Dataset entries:
********
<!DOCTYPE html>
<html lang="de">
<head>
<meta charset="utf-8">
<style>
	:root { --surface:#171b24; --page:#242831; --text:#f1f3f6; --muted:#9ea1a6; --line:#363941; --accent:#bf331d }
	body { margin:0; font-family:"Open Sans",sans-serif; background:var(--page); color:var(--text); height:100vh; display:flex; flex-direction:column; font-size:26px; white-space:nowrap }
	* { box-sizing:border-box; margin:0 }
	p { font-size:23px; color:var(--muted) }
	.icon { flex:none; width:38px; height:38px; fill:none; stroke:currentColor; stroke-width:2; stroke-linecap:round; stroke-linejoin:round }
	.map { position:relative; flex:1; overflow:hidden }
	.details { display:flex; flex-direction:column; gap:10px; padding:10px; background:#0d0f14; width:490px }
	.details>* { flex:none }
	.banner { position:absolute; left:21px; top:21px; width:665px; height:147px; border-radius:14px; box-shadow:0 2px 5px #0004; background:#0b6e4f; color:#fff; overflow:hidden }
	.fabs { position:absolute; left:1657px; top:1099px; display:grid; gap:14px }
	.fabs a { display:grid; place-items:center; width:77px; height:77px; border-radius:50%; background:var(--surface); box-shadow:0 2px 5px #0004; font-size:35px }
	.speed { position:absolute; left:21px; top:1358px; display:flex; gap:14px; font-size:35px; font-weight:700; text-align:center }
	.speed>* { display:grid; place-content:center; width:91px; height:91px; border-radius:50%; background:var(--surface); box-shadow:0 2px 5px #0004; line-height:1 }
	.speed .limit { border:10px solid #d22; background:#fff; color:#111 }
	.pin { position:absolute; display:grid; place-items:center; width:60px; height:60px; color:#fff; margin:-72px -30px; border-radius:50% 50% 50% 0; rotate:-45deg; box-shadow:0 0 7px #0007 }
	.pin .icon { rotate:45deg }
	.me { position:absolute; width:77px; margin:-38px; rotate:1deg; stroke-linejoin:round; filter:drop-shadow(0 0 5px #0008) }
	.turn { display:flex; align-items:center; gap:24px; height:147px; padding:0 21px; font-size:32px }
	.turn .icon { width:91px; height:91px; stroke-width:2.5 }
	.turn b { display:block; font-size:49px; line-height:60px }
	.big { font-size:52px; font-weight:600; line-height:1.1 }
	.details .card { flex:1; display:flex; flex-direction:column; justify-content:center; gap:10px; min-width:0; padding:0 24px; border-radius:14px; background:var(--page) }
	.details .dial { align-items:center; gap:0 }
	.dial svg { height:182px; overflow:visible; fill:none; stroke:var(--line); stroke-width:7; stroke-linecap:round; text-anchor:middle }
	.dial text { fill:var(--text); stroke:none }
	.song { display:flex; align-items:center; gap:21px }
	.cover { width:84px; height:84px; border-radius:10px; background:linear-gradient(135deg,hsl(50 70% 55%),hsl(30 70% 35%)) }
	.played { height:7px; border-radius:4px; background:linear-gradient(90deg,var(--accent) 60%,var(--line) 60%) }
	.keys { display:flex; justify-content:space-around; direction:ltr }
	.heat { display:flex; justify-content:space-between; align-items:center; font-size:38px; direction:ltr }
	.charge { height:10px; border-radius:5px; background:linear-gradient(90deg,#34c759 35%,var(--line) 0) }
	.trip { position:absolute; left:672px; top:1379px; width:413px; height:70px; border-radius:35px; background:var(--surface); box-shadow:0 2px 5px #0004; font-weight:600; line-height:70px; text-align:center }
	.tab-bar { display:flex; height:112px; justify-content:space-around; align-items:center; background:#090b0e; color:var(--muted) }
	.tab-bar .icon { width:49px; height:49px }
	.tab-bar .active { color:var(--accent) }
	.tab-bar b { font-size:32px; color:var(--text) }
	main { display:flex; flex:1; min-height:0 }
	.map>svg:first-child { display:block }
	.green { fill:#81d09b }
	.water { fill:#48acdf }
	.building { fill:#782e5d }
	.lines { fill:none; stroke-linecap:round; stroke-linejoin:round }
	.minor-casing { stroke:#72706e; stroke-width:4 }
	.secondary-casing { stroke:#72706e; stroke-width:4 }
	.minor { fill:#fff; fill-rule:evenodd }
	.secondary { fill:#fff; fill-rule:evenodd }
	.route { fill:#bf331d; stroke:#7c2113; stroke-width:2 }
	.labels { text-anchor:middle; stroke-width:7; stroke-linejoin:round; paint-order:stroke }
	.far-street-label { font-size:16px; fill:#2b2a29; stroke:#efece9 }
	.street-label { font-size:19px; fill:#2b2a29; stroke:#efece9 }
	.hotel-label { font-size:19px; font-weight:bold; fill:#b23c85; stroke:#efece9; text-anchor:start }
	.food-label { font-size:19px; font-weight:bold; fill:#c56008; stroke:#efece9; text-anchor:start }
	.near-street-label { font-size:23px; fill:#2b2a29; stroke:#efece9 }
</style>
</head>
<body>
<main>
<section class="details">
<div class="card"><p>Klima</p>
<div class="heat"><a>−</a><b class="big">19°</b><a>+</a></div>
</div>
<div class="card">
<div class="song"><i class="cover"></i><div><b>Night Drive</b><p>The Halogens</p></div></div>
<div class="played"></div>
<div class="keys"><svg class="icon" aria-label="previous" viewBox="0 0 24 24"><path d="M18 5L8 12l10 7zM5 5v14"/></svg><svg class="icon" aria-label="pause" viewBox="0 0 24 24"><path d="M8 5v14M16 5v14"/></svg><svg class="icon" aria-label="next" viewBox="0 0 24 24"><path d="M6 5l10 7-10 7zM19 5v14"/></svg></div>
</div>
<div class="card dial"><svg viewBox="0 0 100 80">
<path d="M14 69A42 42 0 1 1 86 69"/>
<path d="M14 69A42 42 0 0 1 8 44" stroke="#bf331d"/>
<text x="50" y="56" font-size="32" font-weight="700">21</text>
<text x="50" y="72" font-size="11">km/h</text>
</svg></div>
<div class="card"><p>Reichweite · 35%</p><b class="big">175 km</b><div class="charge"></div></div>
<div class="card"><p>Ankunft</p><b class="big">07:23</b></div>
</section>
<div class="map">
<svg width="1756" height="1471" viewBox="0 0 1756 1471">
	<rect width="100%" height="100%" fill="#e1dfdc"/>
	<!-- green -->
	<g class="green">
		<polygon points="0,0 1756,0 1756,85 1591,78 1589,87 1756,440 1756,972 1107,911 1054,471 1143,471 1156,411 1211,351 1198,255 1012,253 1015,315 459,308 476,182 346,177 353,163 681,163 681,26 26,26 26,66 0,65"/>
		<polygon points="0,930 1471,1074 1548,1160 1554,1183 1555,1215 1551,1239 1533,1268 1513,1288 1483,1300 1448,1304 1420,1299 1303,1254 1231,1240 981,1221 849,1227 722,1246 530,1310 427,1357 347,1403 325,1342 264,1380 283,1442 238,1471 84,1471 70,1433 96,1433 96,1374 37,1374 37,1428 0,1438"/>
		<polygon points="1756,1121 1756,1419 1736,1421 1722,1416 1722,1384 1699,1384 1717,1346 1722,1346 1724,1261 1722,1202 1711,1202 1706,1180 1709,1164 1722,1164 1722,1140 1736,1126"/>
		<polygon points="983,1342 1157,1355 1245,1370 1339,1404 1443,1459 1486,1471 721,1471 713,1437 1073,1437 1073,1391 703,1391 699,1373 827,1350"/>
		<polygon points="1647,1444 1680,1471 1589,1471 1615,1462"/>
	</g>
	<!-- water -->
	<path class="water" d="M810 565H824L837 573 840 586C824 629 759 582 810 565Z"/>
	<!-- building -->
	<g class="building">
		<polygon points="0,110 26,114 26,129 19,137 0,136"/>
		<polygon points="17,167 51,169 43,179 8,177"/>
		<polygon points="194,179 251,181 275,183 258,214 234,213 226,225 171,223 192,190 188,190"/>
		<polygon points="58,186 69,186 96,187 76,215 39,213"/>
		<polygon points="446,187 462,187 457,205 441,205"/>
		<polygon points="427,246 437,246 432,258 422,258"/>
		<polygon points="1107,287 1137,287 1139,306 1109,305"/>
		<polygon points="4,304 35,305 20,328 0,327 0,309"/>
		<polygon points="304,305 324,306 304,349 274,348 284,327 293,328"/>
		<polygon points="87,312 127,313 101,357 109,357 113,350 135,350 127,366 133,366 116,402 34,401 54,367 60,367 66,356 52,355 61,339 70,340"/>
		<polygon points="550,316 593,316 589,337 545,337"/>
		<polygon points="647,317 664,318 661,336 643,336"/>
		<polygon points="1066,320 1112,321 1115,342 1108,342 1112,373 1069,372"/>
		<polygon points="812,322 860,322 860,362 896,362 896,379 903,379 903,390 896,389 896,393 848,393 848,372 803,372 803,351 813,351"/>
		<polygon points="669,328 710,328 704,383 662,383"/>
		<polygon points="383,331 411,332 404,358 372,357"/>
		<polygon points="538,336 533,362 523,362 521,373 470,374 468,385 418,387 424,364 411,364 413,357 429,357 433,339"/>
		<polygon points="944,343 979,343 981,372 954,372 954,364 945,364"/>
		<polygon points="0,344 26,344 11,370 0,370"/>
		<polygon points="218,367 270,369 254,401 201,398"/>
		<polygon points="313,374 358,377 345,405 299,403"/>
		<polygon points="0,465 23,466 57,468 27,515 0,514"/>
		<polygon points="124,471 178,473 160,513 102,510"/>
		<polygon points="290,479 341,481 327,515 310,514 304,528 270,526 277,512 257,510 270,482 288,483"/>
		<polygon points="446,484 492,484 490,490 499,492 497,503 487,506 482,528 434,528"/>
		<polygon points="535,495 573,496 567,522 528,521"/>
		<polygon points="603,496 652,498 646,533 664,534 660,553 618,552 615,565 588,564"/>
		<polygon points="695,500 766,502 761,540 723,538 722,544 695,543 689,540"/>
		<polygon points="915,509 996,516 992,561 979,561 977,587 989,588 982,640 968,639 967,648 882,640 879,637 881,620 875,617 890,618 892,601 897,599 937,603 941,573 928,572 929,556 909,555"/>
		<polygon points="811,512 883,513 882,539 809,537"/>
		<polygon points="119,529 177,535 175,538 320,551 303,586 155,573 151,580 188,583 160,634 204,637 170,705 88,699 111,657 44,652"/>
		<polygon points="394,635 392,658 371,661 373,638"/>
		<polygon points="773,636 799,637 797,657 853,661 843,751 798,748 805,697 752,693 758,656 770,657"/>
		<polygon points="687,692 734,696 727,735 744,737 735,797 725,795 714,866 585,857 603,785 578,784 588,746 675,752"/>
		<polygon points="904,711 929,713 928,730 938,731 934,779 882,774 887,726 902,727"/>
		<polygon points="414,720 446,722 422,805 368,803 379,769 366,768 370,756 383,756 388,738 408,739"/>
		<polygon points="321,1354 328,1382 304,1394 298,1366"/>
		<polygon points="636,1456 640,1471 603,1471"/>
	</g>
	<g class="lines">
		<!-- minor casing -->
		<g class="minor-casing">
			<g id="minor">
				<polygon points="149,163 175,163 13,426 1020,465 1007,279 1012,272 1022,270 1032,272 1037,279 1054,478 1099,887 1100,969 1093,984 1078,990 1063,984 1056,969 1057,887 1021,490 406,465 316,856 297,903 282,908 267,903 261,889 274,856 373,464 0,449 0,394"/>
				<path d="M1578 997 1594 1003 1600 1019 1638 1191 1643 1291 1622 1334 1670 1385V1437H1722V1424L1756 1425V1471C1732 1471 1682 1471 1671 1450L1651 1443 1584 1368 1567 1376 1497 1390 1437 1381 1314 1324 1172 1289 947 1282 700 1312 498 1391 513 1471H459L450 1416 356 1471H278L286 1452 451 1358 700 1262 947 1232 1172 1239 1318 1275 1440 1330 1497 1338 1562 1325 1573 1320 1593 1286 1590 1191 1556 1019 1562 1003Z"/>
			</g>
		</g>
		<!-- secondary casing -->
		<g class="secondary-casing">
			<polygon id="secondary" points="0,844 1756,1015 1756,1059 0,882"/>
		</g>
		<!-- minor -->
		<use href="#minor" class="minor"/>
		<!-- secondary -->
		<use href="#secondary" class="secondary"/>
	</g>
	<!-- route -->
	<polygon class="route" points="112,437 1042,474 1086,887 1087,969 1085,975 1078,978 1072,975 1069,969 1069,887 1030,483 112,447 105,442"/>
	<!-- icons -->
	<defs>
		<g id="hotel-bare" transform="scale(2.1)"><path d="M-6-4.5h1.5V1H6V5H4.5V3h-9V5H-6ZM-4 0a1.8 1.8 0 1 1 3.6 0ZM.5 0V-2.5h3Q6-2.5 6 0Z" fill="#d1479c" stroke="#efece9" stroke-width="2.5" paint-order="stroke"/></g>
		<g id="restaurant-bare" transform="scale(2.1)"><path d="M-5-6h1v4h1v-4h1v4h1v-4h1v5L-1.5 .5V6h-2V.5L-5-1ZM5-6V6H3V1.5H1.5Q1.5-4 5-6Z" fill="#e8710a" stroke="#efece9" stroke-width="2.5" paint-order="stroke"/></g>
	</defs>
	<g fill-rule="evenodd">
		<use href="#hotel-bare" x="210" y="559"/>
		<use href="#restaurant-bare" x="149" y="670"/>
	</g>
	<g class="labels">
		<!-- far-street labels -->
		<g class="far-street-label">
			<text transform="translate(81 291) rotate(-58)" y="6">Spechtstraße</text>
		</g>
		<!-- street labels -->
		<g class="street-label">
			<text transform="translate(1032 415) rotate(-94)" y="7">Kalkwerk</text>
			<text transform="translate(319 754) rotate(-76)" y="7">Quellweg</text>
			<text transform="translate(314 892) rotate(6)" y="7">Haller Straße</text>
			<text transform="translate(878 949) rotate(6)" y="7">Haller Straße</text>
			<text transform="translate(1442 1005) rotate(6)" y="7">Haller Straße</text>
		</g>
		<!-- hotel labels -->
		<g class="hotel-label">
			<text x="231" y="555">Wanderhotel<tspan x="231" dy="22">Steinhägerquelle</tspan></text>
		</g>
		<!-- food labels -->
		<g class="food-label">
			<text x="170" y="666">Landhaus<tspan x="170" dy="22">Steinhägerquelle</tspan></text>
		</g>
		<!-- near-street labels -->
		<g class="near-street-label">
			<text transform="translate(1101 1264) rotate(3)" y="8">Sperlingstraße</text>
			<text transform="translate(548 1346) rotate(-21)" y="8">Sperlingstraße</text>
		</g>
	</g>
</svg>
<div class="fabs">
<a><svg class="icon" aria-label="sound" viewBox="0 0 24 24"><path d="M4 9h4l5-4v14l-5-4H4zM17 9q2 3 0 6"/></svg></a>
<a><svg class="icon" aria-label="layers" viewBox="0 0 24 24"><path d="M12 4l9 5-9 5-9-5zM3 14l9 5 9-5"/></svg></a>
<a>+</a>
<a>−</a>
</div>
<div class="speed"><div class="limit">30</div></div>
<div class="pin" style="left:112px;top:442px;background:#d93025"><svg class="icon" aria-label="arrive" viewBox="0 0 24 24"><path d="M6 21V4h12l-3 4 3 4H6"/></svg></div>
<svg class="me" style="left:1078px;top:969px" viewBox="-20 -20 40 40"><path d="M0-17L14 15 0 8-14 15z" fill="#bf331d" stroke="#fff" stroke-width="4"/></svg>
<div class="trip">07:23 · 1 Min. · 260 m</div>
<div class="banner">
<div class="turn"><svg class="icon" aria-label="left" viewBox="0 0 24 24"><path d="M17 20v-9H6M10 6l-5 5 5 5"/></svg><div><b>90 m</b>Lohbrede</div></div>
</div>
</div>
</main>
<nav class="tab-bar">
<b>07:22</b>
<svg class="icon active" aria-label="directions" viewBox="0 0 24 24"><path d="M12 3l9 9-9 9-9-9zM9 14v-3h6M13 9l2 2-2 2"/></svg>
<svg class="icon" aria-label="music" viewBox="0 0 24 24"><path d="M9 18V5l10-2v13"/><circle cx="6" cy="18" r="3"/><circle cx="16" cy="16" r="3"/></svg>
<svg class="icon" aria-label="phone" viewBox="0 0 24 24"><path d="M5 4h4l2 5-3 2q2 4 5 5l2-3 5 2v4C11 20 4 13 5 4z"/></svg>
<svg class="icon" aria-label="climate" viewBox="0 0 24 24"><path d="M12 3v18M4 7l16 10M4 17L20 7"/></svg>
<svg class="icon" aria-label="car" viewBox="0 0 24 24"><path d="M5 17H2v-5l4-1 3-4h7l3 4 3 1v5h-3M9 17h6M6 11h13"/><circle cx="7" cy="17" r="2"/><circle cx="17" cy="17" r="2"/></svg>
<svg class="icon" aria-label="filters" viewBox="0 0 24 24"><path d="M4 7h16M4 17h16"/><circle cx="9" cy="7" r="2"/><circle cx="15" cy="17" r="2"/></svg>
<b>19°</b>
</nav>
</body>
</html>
********
Give back the lines of the data exactly as they are written, from the first line through the line containing "position:absolute; width:77px; margin:-38px;".

<!DOCTYPE html>
<html lang="de">
<head>
<meta charset="utf-8">
<style>
	:root { --surface:#171b24; --page:#242831; --text:#f1f3f6; --muted:#9ea1a6; --line:#363941; --accent:#bf331d }
	body { margin:0; font-family:"Open Sans",sans-serif; background:var(--page); color:var(--text); height:100vh; display:flex; flex-direction:column; font-size:26px; white-space:nowrap }
	* { box-sizing:border-box; margin:0 }
	p { font-size:23px; color:var(--muted) }
	.icon { flex:none; width:38px; height:38px; fill:none; stroke:currentColor; stroke-width:2; stroke-linecap:round; stroke-linejoin:round }
	.map { position:relative; flex:1; overflow:hidden }
	.details { display:flex; flex-direction:column; gap:10px; padding:10px; background:#0d0f14; width:490px }
	.details>* { flex:none }
	.banner { position:absolute; left:21px; top:21px; width:665px; height:147px; border-radius:14px; box-shadow:0 2px 5px #0004; background:#0b6e4f; color:#fff; overflow:hidden }
	.fabs { position:absolute; left:1657px; top:1099px; display:grid; gap:14px }
	.fabs a { display:grid; place-items:center; width:77px; height:77px; border-radius:50%; background:var(--surface); box-shadow:0 2px 5px #0004; font-size:35px }
	.speed { position:absolute; left:21px; top:1358px; display:flex; gap:14px; font-size:35px; font-weight:700; text-align:center }
	.speed>* { display:grid; place-content:center; width:91px; height:91px; border-radius:50%; background:var(--surface); box-shadow:0 2px 5px #0004; line-height:1 }
	.speed .limit { border:10px solid #d22; background:#fff; color:#111 }
	.pin { position:absolute; display:grid; place-items:center; width:60px; height:60px; color:#fff; margin:-72px -30px; border-radius:50% 50% 50% 0; rotate:-45deg; box-shadow:0 0 7px #0007 }
	.pin .icon { rotate:45deg }
	.me { position:absolute; width:77px; margin:-38px; rotate:1deg; stroke-linejoin:round; filter:drop-shadow(0 0 5px #0008) }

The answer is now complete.